Panelists Biographies

Dinesh Manocha is a Distinguished University Professor at the University of Maryland and Paul Chrisman Iribe Professor of Computer Science and Electrical and Computer Engineering. Dr. Manocha received his Ph.D. in computer science from the University of California, Berkeley, in 1992. He received his B. Tech. in computer science and engineering from the Indian Institute of Technology in Delhi, India, in 1987. His research focuses on AI, robotics, computer graphics, augmented/virtual reality, and scientific computing. He is a Fellow of AAAI, AAAS, ACM, IEEE, NAI and Sloan Foundation. He is a member of ACM SIGGRAPH and IEEE VR Academies, and a recipient of the Bézier Award and Jimmy H. C. Lin Award.

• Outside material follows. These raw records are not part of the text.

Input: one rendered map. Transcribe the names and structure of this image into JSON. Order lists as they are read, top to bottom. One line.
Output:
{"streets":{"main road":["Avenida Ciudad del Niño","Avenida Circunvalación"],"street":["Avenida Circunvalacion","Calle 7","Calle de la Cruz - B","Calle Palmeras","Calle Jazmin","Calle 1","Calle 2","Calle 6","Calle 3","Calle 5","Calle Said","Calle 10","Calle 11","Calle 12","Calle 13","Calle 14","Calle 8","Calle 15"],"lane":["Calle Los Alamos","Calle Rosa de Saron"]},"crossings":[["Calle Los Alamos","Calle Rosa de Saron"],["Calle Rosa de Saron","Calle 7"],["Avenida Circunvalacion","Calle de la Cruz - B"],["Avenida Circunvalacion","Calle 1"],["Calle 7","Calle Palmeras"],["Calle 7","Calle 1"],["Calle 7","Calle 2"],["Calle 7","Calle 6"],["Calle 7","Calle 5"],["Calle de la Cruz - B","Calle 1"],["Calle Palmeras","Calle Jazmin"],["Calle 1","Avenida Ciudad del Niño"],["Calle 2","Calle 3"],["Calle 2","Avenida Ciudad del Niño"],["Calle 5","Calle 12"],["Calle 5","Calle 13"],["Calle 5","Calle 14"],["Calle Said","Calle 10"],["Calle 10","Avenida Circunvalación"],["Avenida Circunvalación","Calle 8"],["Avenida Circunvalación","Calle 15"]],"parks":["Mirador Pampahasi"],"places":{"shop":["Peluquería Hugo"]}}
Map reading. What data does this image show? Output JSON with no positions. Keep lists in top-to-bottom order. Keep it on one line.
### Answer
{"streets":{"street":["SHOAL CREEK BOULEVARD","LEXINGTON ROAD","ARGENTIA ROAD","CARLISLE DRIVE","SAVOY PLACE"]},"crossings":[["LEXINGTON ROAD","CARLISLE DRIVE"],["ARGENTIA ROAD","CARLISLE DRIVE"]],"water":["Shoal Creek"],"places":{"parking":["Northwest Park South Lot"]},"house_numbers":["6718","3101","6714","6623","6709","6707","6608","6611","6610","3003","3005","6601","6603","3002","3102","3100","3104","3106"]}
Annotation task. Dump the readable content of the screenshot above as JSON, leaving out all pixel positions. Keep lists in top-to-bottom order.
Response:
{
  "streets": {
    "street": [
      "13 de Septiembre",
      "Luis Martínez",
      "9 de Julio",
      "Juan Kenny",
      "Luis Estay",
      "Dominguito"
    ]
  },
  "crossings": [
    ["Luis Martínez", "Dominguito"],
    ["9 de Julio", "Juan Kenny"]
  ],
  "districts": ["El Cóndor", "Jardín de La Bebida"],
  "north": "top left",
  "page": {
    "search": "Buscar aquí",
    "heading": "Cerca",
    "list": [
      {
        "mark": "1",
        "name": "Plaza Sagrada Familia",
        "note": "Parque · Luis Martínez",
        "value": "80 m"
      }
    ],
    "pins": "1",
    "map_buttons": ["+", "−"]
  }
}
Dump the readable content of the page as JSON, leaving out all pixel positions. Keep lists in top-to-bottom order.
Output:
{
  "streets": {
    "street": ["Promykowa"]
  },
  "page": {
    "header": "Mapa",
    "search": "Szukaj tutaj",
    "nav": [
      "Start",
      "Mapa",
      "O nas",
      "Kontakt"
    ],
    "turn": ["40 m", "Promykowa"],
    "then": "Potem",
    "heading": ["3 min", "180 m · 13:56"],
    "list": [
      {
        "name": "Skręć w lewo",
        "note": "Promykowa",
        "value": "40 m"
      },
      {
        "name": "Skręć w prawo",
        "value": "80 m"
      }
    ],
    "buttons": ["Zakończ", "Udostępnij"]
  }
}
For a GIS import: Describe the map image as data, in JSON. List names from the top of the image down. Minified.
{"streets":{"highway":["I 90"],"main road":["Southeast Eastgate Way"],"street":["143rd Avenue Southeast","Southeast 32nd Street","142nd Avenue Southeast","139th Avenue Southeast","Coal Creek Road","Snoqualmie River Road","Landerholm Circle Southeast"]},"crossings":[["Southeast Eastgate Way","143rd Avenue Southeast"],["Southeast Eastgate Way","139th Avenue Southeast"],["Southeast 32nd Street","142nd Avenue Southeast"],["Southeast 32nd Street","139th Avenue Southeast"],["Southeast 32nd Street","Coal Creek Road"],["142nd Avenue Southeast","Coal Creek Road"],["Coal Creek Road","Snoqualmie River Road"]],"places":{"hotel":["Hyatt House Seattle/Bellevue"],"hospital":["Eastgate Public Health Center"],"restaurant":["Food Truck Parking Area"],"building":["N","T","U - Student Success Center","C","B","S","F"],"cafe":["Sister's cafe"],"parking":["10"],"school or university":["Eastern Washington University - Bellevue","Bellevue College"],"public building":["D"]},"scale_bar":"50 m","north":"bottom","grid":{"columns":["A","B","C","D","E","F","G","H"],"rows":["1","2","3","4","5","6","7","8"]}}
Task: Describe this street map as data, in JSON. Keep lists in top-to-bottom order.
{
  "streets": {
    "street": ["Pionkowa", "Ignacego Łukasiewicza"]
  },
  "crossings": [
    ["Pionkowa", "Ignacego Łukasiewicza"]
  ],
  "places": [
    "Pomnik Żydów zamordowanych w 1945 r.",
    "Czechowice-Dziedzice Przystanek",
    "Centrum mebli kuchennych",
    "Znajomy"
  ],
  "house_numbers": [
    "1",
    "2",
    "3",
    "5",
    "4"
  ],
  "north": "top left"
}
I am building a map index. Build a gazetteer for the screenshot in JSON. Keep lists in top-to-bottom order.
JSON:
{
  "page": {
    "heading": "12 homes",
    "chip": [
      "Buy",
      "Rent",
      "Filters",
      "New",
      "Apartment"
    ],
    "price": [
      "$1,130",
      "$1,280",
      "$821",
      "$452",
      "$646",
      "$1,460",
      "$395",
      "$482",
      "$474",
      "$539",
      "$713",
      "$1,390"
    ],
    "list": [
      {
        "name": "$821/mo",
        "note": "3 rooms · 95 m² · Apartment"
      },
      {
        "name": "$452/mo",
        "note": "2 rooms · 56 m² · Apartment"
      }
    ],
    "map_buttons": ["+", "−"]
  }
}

Dr. Manocha has published more than 800 papers and is an inventor of 17 patents. He has won many awards, including Alfred P. Sloan Research Fellow, the NSF Career Award, the ONR Young Investigator Award, Google Faculty Awards, Facebook Faculty Awards, and the Hettleman Prize for scholarly achievement. His group has developed several packages for multi-agent simulation, GPU computing, and physics-based simulation, which are widely used in the industry. He received the Distinguished Alumni Award from IIT Delhi and the Distinguished Career in Computer Science Award from Washington Academy of Sciences. He was also the co-founder of Impulsonic and Inception Robotics, Inc.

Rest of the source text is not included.